_What you have to do_
Please return each record exactly as it stands.

The data section start

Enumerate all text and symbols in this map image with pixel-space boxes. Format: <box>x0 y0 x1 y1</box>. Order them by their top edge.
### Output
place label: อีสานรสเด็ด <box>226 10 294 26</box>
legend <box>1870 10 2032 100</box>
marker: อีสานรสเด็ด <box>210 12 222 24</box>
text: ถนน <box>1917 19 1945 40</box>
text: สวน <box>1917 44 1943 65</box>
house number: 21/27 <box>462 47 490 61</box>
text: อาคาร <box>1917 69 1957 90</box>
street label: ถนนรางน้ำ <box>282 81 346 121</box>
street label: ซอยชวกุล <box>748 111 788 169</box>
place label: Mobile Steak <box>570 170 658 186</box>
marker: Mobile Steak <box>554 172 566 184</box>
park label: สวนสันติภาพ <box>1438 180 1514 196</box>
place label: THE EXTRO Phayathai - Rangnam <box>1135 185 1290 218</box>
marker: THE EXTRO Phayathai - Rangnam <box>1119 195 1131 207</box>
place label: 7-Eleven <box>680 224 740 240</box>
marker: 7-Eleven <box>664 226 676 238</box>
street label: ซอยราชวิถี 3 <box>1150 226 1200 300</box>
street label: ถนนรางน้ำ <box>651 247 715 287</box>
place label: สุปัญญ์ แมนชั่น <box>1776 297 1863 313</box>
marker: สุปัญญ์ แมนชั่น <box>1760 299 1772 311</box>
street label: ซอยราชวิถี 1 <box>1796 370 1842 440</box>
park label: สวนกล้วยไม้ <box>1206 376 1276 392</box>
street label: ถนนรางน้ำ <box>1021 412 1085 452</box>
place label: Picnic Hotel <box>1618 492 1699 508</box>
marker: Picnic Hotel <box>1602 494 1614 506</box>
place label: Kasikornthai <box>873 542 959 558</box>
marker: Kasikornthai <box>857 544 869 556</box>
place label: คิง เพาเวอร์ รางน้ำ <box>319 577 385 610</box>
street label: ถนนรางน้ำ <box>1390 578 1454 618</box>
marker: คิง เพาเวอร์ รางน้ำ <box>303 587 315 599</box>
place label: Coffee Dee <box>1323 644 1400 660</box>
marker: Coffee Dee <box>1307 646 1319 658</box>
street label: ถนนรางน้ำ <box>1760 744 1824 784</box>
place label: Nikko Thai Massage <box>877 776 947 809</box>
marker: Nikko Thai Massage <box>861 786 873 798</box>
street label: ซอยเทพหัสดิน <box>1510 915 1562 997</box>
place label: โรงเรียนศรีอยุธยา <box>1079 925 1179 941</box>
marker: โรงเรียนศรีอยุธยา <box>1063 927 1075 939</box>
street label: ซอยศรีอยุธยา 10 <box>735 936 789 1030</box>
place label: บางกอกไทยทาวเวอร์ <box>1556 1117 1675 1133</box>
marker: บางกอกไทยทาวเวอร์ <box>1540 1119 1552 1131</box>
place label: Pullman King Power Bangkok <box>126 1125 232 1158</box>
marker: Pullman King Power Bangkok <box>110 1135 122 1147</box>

The data section end

_Expected output_
Enumerate all text and symbols in this map image with pixel-space boxes. Format: <box>x0 y0 x1 y1</box>. Order them by their top edge.
### Output
place label: อีสานรสเด็ด <box>226 10 294 26</box>
legend <box>1870 10 2032 100</box>
marker: อีสานรสเด็ด <box>210 12 222 24</box>
text: ถนน <box>1917 19 1945 40</box>
text: สวน <box>1917 44 1943 65</box>
house number: 21/27 <box>462 47 490 61</box>
text: อาคาร <box>1917 69 1957 90</box>
street label: ถนนรางน้ำ <box>282 81 346 121</box>
street label: ซอยชวกุล <box>748 111 788 169</box>
place label: Mobile Steak <box>570 170 658 186</box>
marker: Mobile Steak <box>554 172 566 184</box>
park label: สวนสันติภาพ <box>1438 180 1514 196</box>
place label: THE EXTRO Phayathai - Rangnam <box>1135 185 1290 218</box>
marker: THE EXTRO Phayathai - Rangnam <box>1119 195 1131 207</box>
place label: 7-Eleven <box>680 224 740 240</box>
marker: 7-Eleven <box>664 226 676 238</box>
street label: ซอยราชวิถี 3 <box>1150 226 1200 300</box>
street label: ถนนรางน้ำ <box>651 247 715 287</box>
place label: สุปัญญ์ แมนชั่น <box>1776 297 1863 313</box>
marker: สุปัญญ์ แมนชั่น <box>1760 299 1772 311</box>
street label: ซอยราชวิถี 1 <box>1796 370 1842 440</box>
park label: สวนกล้วยไม้ <box>1206 376 1276 392</box>
street label: ถนนรางน้ำ <box>1021 412 1085 452</box>
place label: Picnic Hotel <box>1618 492 1699 508</box>
marker: Picnic Hotel <box>1602 494 1614 506</box>
place label: Kasikornthai <box>873 542 959 558</box>
marker: Kasikornthai <box>857 544 869 556</box>
place label: คิง เพาเวอร์ รางน้ำ <box>319 577 385 610</box>
street label: ถนนรางน้ำ <box>1390 578 1454 618</box>
marker: คิง เพาเวอร์ รางน้ำ <box>303 587 315 599</box>
place label: Coffee Dee <box>1323 644 1400 660</box>
marker: Coffee Dee <box>1307 646 1319 658</box>
street label: ถนนรางน้ำ <box>1760 744 1824 784</box>
place label: Nikko Thai Massage <box>877 776 947 809</box>
marker: Nikko Thai Massage <box>861 786 873 798</box>
street label: ซอยเทพหัสดิน <box>1510 915 1562 997</box>
place label: โรงเรียนศรีอยุธยา <box>1079 925 1179 941</box>
marker: โรงเรียนศรีอยุธยา <box>1063 927 1075 939</box>
street label: ซอยศรีอยุธยา 10 <box>735 936 789 1030</box>
place label: บางกอกไทยทาวเวอร์ <box>1556 1117 1675 1133</box>
marker: บางกอกไทยทาวเวอร์ <box>1540 1119 1552 1131</box>
place label: Pullman King Power Bangkok <box>126 1125 232 1158</box>
marker: Pullman King Power Bangkok <box>110 1135 122 1147</box>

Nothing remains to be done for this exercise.